» **What to produce**
Across all lines of the entries, tally those with the word "Boulevard" in them. The reply is the tally, by itself.

» **Record extracts**
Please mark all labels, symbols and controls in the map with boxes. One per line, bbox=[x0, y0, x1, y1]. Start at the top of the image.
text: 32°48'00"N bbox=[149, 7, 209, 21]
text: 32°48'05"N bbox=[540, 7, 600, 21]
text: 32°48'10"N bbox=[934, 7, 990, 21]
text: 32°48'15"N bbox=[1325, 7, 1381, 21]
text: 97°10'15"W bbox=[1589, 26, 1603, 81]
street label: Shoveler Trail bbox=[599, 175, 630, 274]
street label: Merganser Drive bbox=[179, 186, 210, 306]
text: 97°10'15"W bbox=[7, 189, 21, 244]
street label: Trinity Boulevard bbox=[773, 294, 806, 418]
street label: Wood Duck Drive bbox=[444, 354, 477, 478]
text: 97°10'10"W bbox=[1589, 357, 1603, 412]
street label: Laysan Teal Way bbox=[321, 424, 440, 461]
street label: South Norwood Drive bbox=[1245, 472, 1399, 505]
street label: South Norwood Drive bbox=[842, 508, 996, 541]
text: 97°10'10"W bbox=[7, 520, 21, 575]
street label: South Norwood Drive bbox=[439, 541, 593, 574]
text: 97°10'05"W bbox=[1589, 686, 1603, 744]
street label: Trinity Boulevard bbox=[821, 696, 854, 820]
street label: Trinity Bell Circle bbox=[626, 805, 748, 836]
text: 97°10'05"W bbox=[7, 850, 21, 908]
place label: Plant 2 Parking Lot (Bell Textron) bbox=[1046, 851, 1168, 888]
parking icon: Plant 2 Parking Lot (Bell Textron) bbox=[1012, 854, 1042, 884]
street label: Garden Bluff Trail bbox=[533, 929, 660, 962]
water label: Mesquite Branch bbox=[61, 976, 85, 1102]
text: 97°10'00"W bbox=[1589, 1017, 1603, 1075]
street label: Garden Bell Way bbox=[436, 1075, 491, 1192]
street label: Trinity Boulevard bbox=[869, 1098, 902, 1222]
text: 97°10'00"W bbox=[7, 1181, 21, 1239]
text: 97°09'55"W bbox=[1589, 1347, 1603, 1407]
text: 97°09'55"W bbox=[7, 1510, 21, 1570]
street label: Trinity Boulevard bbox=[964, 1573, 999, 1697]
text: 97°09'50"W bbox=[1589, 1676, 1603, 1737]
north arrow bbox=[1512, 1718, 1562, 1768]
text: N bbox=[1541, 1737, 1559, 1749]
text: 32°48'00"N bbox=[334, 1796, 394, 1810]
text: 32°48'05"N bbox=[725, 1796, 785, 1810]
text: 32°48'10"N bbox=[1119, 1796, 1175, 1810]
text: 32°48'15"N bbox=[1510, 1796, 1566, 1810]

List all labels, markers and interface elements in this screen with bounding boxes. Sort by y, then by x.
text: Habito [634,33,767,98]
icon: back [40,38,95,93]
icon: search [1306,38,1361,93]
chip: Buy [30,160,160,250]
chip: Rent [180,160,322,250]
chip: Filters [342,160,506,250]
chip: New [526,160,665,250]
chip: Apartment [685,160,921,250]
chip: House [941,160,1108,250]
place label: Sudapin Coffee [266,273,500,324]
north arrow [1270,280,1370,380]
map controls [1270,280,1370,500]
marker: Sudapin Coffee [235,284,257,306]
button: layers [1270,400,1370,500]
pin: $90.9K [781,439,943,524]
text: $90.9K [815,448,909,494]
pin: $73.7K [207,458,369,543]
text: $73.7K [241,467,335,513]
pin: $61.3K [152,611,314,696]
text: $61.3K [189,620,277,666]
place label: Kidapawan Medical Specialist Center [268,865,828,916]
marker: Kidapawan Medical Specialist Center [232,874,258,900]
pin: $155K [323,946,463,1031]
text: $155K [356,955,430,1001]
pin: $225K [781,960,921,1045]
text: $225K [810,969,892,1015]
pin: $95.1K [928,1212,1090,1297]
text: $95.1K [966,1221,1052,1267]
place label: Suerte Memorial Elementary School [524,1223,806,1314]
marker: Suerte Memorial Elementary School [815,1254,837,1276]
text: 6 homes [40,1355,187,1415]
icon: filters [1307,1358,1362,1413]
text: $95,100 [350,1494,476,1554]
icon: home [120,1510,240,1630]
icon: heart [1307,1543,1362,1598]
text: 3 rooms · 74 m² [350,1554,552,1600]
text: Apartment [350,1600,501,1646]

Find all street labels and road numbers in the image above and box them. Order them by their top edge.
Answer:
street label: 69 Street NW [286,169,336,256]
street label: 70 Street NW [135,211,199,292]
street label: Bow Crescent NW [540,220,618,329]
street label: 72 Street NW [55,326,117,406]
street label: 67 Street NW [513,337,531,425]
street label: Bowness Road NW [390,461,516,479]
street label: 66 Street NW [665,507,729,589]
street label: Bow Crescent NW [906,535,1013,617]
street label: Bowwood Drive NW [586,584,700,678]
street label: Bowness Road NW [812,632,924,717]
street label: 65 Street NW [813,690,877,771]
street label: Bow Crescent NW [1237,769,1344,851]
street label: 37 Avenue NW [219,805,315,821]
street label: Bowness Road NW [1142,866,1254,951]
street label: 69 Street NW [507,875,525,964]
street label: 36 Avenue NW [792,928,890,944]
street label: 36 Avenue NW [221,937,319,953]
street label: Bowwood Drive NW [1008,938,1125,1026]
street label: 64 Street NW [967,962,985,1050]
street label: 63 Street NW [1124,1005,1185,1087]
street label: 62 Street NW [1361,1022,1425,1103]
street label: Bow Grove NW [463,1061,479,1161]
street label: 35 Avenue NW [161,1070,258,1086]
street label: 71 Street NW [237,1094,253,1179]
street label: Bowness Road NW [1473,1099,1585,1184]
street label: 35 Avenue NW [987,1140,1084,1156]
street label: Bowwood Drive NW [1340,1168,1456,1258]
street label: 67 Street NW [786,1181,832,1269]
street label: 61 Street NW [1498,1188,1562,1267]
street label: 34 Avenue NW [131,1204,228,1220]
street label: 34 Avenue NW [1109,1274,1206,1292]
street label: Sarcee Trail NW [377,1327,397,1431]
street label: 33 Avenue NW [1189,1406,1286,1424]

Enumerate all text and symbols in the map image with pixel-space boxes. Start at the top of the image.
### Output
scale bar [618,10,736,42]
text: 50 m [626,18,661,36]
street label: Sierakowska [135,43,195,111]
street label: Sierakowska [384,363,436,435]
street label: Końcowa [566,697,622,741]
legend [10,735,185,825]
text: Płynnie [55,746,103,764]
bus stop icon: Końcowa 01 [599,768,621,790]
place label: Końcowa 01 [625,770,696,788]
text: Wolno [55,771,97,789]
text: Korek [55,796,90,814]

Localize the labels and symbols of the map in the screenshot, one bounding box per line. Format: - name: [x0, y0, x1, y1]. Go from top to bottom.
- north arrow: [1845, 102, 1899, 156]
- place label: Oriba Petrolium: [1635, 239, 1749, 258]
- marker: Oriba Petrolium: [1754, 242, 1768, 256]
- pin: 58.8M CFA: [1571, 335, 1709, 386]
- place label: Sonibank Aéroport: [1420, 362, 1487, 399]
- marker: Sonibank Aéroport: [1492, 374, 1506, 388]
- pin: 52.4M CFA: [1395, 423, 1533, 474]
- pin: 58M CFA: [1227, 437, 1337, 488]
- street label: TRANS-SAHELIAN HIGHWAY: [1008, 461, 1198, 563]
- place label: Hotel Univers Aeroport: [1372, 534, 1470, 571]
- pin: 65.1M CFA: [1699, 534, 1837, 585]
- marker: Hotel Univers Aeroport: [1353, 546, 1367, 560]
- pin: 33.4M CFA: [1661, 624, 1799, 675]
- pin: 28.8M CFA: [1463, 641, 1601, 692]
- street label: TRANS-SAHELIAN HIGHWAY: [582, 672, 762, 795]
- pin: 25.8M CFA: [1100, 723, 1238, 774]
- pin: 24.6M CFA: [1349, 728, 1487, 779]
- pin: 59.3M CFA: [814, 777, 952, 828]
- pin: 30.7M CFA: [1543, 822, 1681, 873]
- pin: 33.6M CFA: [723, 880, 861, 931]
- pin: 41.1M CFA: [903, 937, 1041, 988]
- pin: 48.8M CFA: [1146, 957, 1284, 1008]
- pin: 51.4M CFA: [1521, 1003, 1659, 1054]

» **Response**
4